Sunday, April 24, 2011

Marketing Support: the Glass Ceiling in Sports

In the past ten years the endorsement of Title IX has increased the possibility of women athletics; since 2000, the number of women athletes has increased from 14,445 to 15,423. Despite these numbers, 53 public universities’ women’s basketball teams had a deficient of $109.7 million in the past year, while men profited $240 million. What is causing this large difference?

            As stated in a previous blog post, the media coverage between men and women’s college basketball is significantly unequal. While the NCAA men’s tournament signed a 14-year $10.8 billion contract with CBS Sports Inc. and Time Warner, the women’s basketball tournament shares a 11-year $163 million contract with 21 other championships on ESPN. However, the cause of these differences is merely a cause-and-effect relationship. Throughout the 2010 NCAA Basketball tournaments, the men’s championship game between Duke and Butler brought in $23.9 million, but the women’s game between Connecticut and Stanford profited a mere $3.5 million. Why would media outlets chose to cover women’s sports over men’s? The profit lose simply would be unwarranted. 

            In correlation to media coverage, marketer support derives from the amount of coverage an event, sport, or team acquires. Last year CBS reported that the NCAA Men’s basketball tournament grossed over $614 million in advertising sales revenue—making the tournament the only close competition to NFL playoffs and the Super Bowl for most dollars per advertisements. In comparison to the 2010 NCAA Men’s Tournament, the NFL grossed $793 million during the postseason, and the NBA $417 million in ad sales.
To back up the lack of advertising in women’s sports, a Harris Poll, which surveyed adults on their favorite basketball team (both men and women), found that of the respondents only 7% watched women’s basketball, while 23% viewed men’s and 34% followed college football. According to Pamela Creedon, author of Mediasport, “whatever the truth, the relationship between marketplace considerations and mass media content is particularly obvious in sport […] the power of the sports page to attract readers and advertisers cannot be denied.”
            Perhaps in attempt to ease the inequality of coverage between men and women’s NCAA Basketball, NCAA only allows sponsors to contribute to the sport in general. Despite the investments from General Motors, Coca Cola, AT&T, Domino’s and Capital One, NCAA Women’s basketball teams remain struggling to keep their head above water.

            But, what is there to do?

            Recently, the NCAA has begun programs in effort to boost team fans, thus increasing coverage and advertising sales. For the past few years, NCAA challenged women’s basketball teams across the nation to “Pack the House.” In this intercollegiate competition, schools are awarded prizes for a sell-out game during the basketball season (October 2, 2010 to March 6, 2011). This year 33 teams were awarded $500 as donation to a non-profit of their choice, and of the 33 teams one team’s marketing program received additional incentives. This program is an attempt to gain fan’s attention to come out to the games.
            In addition, as a grass-root level, the NCAA has established a three-year program of grants for women basketball teams. According to the Grant Program application, the objective of the program is to:
             provide NCAA support for Division I institutions and conferences in the
development and implementation of targeted marketing plans to increase
attendance in Division I women’s college basketball programs.

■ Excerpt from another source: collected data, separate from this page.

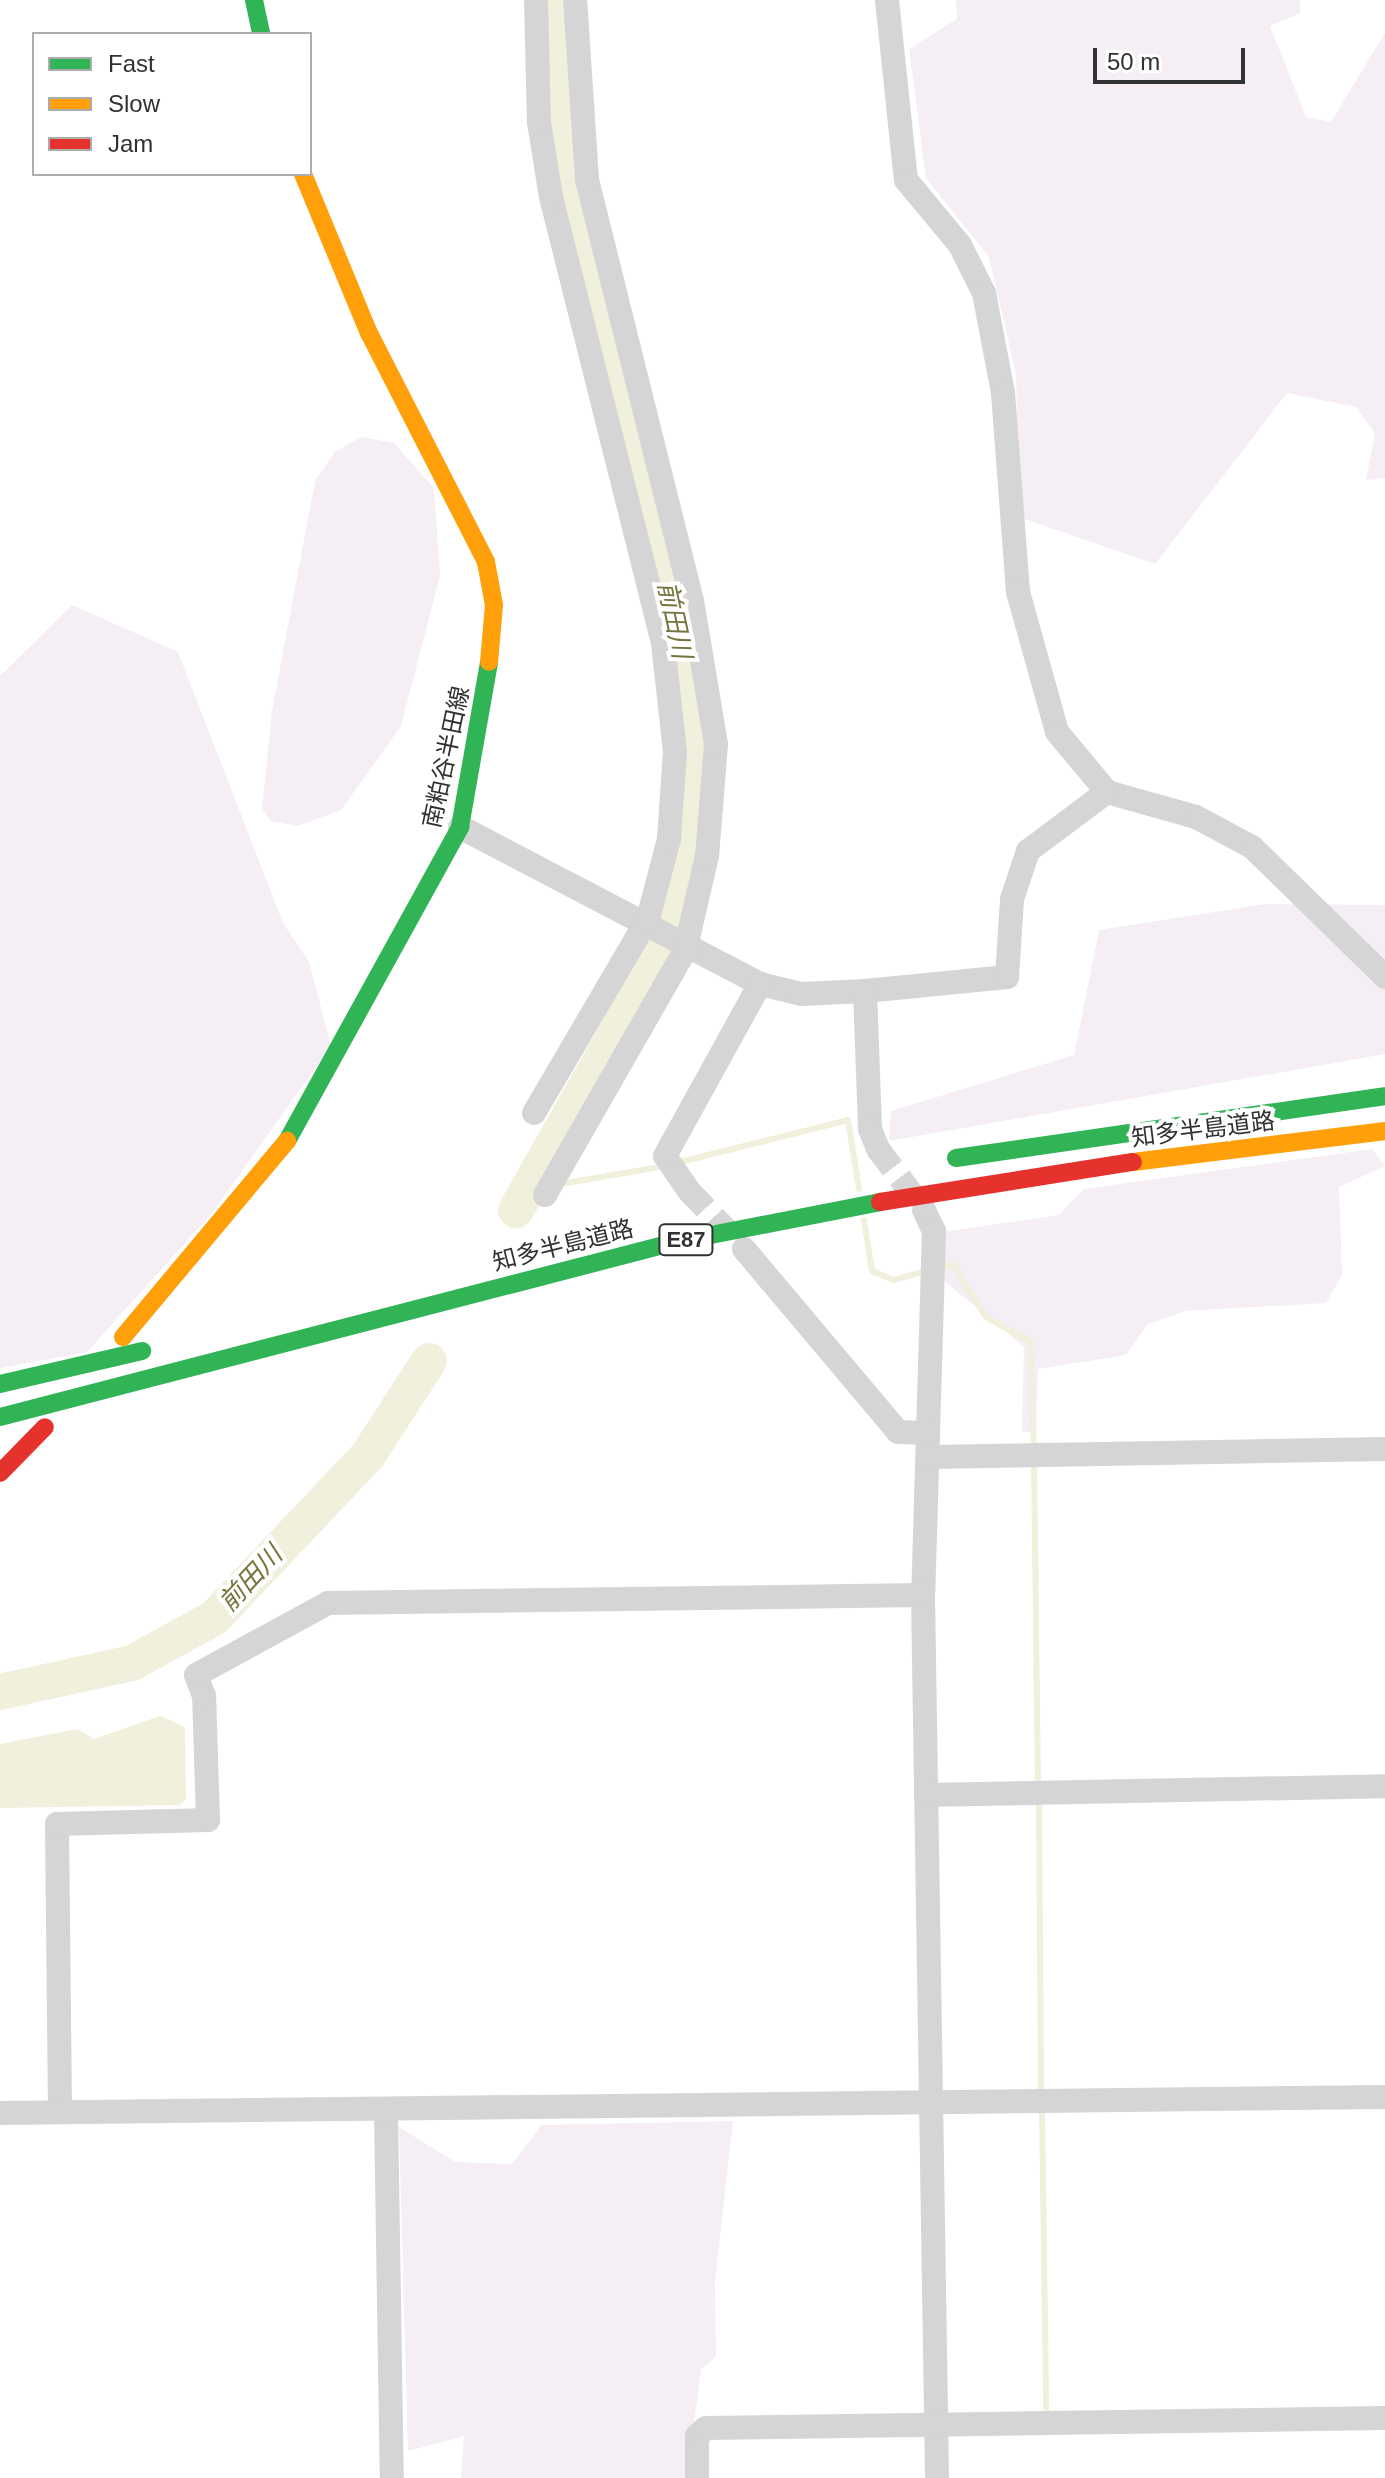 <!DOCTYPE html>
<meta charset="utf-8">
<style>
body{margin:0}
#map{position:relative;width:1385px;height:2478px;overflow:hidden;background:#fff;font-family:Arial,"Noto Sans JP",sans-serif}
div>[style]{position:absolute}
.green>*{inset:0;background:#f5eef5}
.water>*{inset:0;background:#f0f0dd}
.stream>*{height:6px;margin:-3px;padding:0 3px;transform-origin:3px;border-radius:3px;background:#f0f0dd}
.river>*{height:36px;margin:-18px;padding:0 18px;transform-origin:18px;border-radius:18px;background:#f0f0dd}
.street-tunnel>*{height:24px;margin-top:-12px;transform-origin:0;background:repeating-linear-gradient(90deg,#d6d6d6 0 24px,transparent 0 36px)}
.street>*{height:24px;margin:-12px;padding:0 12px;transform-origin:12px;border-radius:12px;background:#d5d5d5}
.fast>*{height:18px;margin:-9px;padding:0 9px;transform-origin:9px;border-radius:9px;background:#30b455}
.slow>*{height:18px;margin:-9px;padding:0 9px;transform-origin:9px;border-radius:9px;background:#ff9f0a}
.jam>*{height:18px;margin:-9px;padding:0 9px;transform-origin:9px;border-radius:9px;background:#e5322d}
span{translate:-50% -50%;white-space:nowrap;text-align:center;line-height:1.15;-webkit-text-stroke:8px #fff;paint-order:stroke}
.shield-label span{padding:2px 6px;background:#fff;border:2px solid;border-radius:6px;-webkit-text-stroke-width:0}
.shield-label{font-size:22px;color:#313131;font-weight:700}
.street-label{font-size:24px;color:#313131}
.water-label{font-size:26px;color:#74743b;font-style:italic}
.legend{position:absolute;left:32px;top:32px;width:280px;height:144px;box-sizing:border-box;background:#fff;border:2px solid #adadad;margin:0;padding:10px 14px;list-style:none;font-size:24px;color:#313131}
.legend li{display:flex;align-items:center;gap:16px;height:40px}
.legend b{width:40px;border:2px solid #adadad}
.scale{position:absolute;left:1093px;top:48px;width:152px;height:36px;box-sizing:border-box;border:4px solid #313131;border-top:0;padding-left:10px;font-size:24px;line-height:28px;white-space:nowrap;color:#313131;-webkit-text-stroke:6px #fff;paint-order:stroke}
</style>
<div id="map">
<div class="green">
<i style="clip-path:polygon(956px 0,1300px 0,1300px 13px,1270px 26px,1306px 117px,1331px 122px,1385px 33px,1385px 478px,1366px 480px,1375px 433px,1356px 407px,1287px 393px,1155px 564px,1019px 517px,1016px 374px,989px 257px,926px 178px,909px 49px,957px 19px)"></i>
<i style="clip-path:polygon(361px 437px,394px 443px,434px 488px,440px 576px,401px 726px,341px 810px,298px 826px,271px 821px,262px 808px,272px 711px,315px 481px,335px 452px)"></i>
<i style="clip-path:polygon(72px 605px,178px 652px,283px 923px,309px 962px,331px 1046px,212px 1213px,87px 1352px,0 1368px,0 676px)"></i>
<i style="clip-path:polygon(1266px 904px,1385px 905px,1385px 1054px,889px 1141px,891px 1111px,1074px 1055px,1099px 930px)"></i>
<i style="clip-path:polygon(1372px 1149px,1385px 1166px,1339px 1187px,1342px 1275px,1326px 1303px,1184px 1311px,1147px 1325px,1126px 1355px,1038px 1369px,1036px 1433px,1022px 1431px,1024px 1347px,942px 1279px,941px 1232px,1059px 1215px,1084px 1189px)"></i>
<i style="clip-path:polygon(733px 2121px,715px 2282px,716px 2357px,701px 2369px,687px 2478px,461px 2478px,464px 2436px,408px 2451px,399px 2127px,455px 2162px,512px 2164px,542px 2125px)"></i>
</div>
<div class="water">
<i style="clip-path:polygon(160px 1716px,185px 1727px,186px 1799px,180px 1805px,0 1808px,0 1744px,78px 1729px,94px 1739px)"></i>
</div>
<div class="stream">
<i style="left:676px;top:1163px;width:177px;rotate:-14deg"></i>
<i style="left:848px;top:1120px;width:70px;rotate:80.9deg"></i>
<i style="left:561px;top:1184px;width:106px;rotate:-9.8deg"></i>
<i style="left:864px;top:1220px;width:52px;rotate:81.1deg"></i>
<i style="left:872px;top:1271px;width:23px;rotate:23deg"></i>
<i style="left:893px;top:1280px;width:34px;rotate:-15deg"></i>
<i style="left:937px;top:1268px;width:16px;rotate:-15deg"></i>
<i style="left:952px;top:1264px;width:63px;rotate:57.3deg"></i>
<i style="left:986px;top:1317px;width:50px;rotate:28.6deg"></i>
<i style="left:1030px;top:1341px;width:108px;rotate:87.9deg"></i>
<i style="left:1034px;top:1460px;width:329px;rotate:89.3deg"></i>
<i style="left:1039px;top:1800px;width:297px;rotate:89.6deg"></i>
<i style="left:1042px;top:2108px;width:300px;rotate:89.2deg"></i>
</div>
<div class="river">
<i style="left:516px;top:1210px;width:272px;rotate:-60.5deg"></i>
<i style="left:650px;top:973px;width:55px;rotate:-67.6deg"></i>
<i style="left:671px;top:922px;width:65px;rotate:-76.6deg"></i>
<i style="left:686px;top:859px;width:104px;rotate:-85.1deg"></i>
<i style="left:695px;top:755px;width:106px;rotate:-96.5deg"></i>
<i style="left:683px;top:650px;width:472px;rotate:-104deg"></i>
<i style="left:569px;top:192px;width:193px;rotate:-94.5deg"></i>
<i style="left:0;top:1692px;width:135px;rotate:-12.4deg"></i>
<i style="left:132px;top:1663px;width:94px;rotate:-28.8deg"></i>
<i style="left:214px;top:1618px;width:224px;rotate:-46.6deg"></i>
<i style="left:368px;top:1455px;width:112px;rotate:-57deg"></i>
</div>
<div class="street-tunnel">
<i style="left:878px;top:1149px;width:66px;rotate:53deg"></i>
<i style="left:689px;top:1191px;width:62px;rotate:46.3deg"></i>
</div>
<div class="street">
<i style="left:887px;top:0;width:181px;rotate:84deg"></i>
<i style="left:906px;top:180px;width:85px;rotate:50.3deg"></i>
<i style="left:960px;top:245px;width:54px;rotate:63.4deg"></i>
<i style="left:984px;top:293px;width:102px;rotate:79.2deg"></i>
<i style="left:1003px;top:393px;width:200px;rotate:85.7deg"></i>
<i style="left:1018px;top:592px;width:145px;rotate:74.4deg"></i>
<i style="left:1057px;top:732px;width:78px;rotate:50.2deg"></i>
<i style="left:1107px;top:792px;width:92px;rotate:15.7deg"></i>
<i style="left:1196px;top:817px;width:64px;rotate:28.2deg"></i>
<i style="left:1252px;top:847px;width:186px;rotate:44.3deg"></i>
<i style="left:460px;top:827px;width:339px;rotate:27.6deg"></i>
<i style="left:760px;top:984px;width:42px;rotate:13.7deg"></i>
<i style="left:801px;top:994px;width:64px;rotate:-2.7deg"></i>
<i style="left:865px;top:991px;width:143px;rotate:-5.6deg"></i>
<i style="left:1007px;top:977px;width:78px;rotate:-86.3deg"></i>
<i style="left:1012px;top:899px;width:51px;rotate:-71.6deg"></i>
<i style="left:1028px;top:851px;width:99px;rotate:-36.8deg"></i>
<i style="left:865px;top:991px;width:138px;rotate:87.9deg"></i>
<i style="left:870px;top:1129px;width:22px;rotate:68deg"></i>
<i style="left:534px;top:1113px;width:225px;rotate:-59.6deg"></i>
<i style="left:648px;top:919px;width:83px;rotate:-75.3deg"></i>
<i style="left:669px;top:839px;width:87px;rotate:-86.1deg"></i>
<i style="left:675px;top:752px;width:110px;rotate:-96.3deg"></i>
<i style="left:663px;top:643px;width:460px;rotate:-104.1deg"></i>
<i style="left:551px;top:197px;width:76px;rotate:-99.1deg"></i>
<i style="left:539px;top:122px;width:122px;rotate:-91.4deg"></i>
<i style="left:689px;top:1191px;width:42px;rotate:-124.4deg"></i>
<i style="left:665px;top:1156px;width:196px;rotate:-61.1deg"></i>
<i style="left:545px;top:1195px;width:281px;rotate:-60.2deg"></i>
<i style="left:685px;top:951px;width:98px;rotate:-77deg"></i>
<i style="left:707px;top:856px;width:112px;rotate:-85.4deg"></i>
<i style="left:716px;top:744px;width:145px;rotate:-99.5deg"></i>
<i style="left:692px;top:601px;width:435px;rotate:-104deg"></i>
<i style="left:587px;top:179px;width:179px;rotate:-93.8deg"></i>
<i style="left:924px;top:1210px;width:23px;rotate:65deg"></i>
<i style="left:934px;top:1231px;width:364px;rotate:91.7deg"></i>
<i style="left:923px;top:1595px;width:883px;rotate:89.09deg"></i>
<i style="left:744px;top:1249px;width:239px;rotate:49.9deg"></i>
<i style="left:898px;top:1432px;width:28px;rotate:2deg"></i>
<i style="left:928px;top:1457px;width:457px;rotate:-1deg"></i>
<i style="left:926px;top:1795px;width:459px;rotate:-1.1deg"></i>
<i style="left:386px;top:2111px;width:367px;rotate:89.1deg"></i>
<i style="left:60px;top:2112px;width:288px;rotate:-90.6deg"></i>
<i style="left:57px;top:1824px;width:151px;rotate:-1.5deg"></i>
<i style="left:208px;top:1820px;width:124px;rotate:-91.8deg"></i>
<i style="left:204px;top:1696px;width:22px;rotate:-111deg"></i>
<i style="left:196px;top:1675px;width:150px;rotate:-28.6deg"></i>
<i style="left:328px;top:1603px;width:595px;rotate:-0.77deg"></i>
<i style="left:0;top:2113px;width:1385px;rotate:-0.66deg"></i>
<i style="left:697px;top:2478px;width:42px;rotate:-90deg"></i>
<i style="left:697px;top:2436px;width:12px;rotate:-42deg"></i>
<i style="left:706px;top:2428px;width:679px;rotate:-0.84deg"></i>
</div>
<div class="fast">
<i style="left:254px;top:0;width:35px;rotate:78deg"></i>
<i style="left:287px;top:1141px;width:359px;rotate:-61.1deg"></i>
<i style="left:460px;top:827px;width:168px;rotate:-80deg"></i>
<i style="left:956px;top:1158px;width:433px;rotate:-8.2deg"></i>
<i style="left:0;top:1384px;width:146px;rotate:-13.1deg"></i>
<i style="left:0;top:1417px;width:697px;rotate:-14.53deg"></i>
<i style="left:675px;top:1242px;width:209px;rotate:-11deg"></i>
</div>
<div class="slow">
<i style="left:303px;top:174px;width:172px;rotate:67.5deg"></i>
<i style="left:369px;top:333px;width:257px;rotate:62.9deg"></i>
<i style="left:486px;top:562px;width:44px;rotate:79.5deg"></i>
<i style="left:494px;top:605px;width:57px;rotate:95deg"></i>
<i style="left:1133px;top:1162px;width:254px;rotate:-7deg"></i>
<i style="left:123px;top:1337px;width:256px;rotate:-50.1deg"></i>
</div>
<div class="jam">
<i style="left:880px;top:1202px;width:256px;rotate:-9deg"></i>
<i style="left:0;top:1473px;width:64px;rotate:-45.6deg"></i>
</div>
<div class="shield-label">
<span style="left:686px;top:1240px">E87</span>
</div>
<div class="street-label">
<span style="left:446px;top:757px;rotate:-78deg">南粕谷半田線</span>
<span style="left:1203px;top:1129px;rotate:-7deg">知多半島道路</span>
<span style="left:563px;top:1245px;rotate:-14deg">知多半島道路</span>
</div>
<div class="water-label">
<span style="left:674px;top:620px;rotate:78deg">前田川</span>
<span style="left:251px;top:1579px;rotate:-47deg">前田川</span>
</div>
<ul class="legend">
<li><b style="height:10px;background:#30b455"></b>Fast</li>
<li><b style="height:10px;background:#ff9f0a"></b>Slow</li>
<li><b style="height:10px;background:#e5322d"></b>Jam</li>
</ul>
<div class="scale">50 m</div>
</div>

Currently, the program is offering grants from $15,000 to $100,000; however, the program is in the final year. As a successful story, the Columbia women’s basketball program received grants two of the past three years. From these contributions, the program implemented numerous of marketing strategies, advertising plans, and grade-school programs. As a result, Columbia watched women’s basketball attendance rise from 5,731 in 2007 to 7,992 in 2010.
            Lastly, sports fans have been pushing the NCAA to fight for a television contract strictly for women’s basketball. Bernadette McGlade, an Atlantic 10 Conference commissioner and a former coach and player, fully supports this idea no matter how small a contract as a starting point to help women’s basketball popularity grow within media coverage. As he states, Kentucky has forced their women’s team as a priority, thus increasing their attendance by 5,000 in 8 years and increasing ticket prices from $20 to $45.
            Whatever is to come in the future for women’s basketball will be a struggle. If women’s suffrage occurred in 1920, Title IX passed in 1972, and the first championship basketball tournament in 1982, when will women’s basketball truly be an equal to men’s? As stated in Sports Marketing:

             surefire plans for creating a bigger fan base in women’s sports linger on the shelf
because the limited funds go into promoting the traditional “revenue” sports (usually men’s sports) that have historically helped to fund everyone else. Even though shifting money to a promotion of women’s sports might result in a greater revenue yield, the risks seem too great.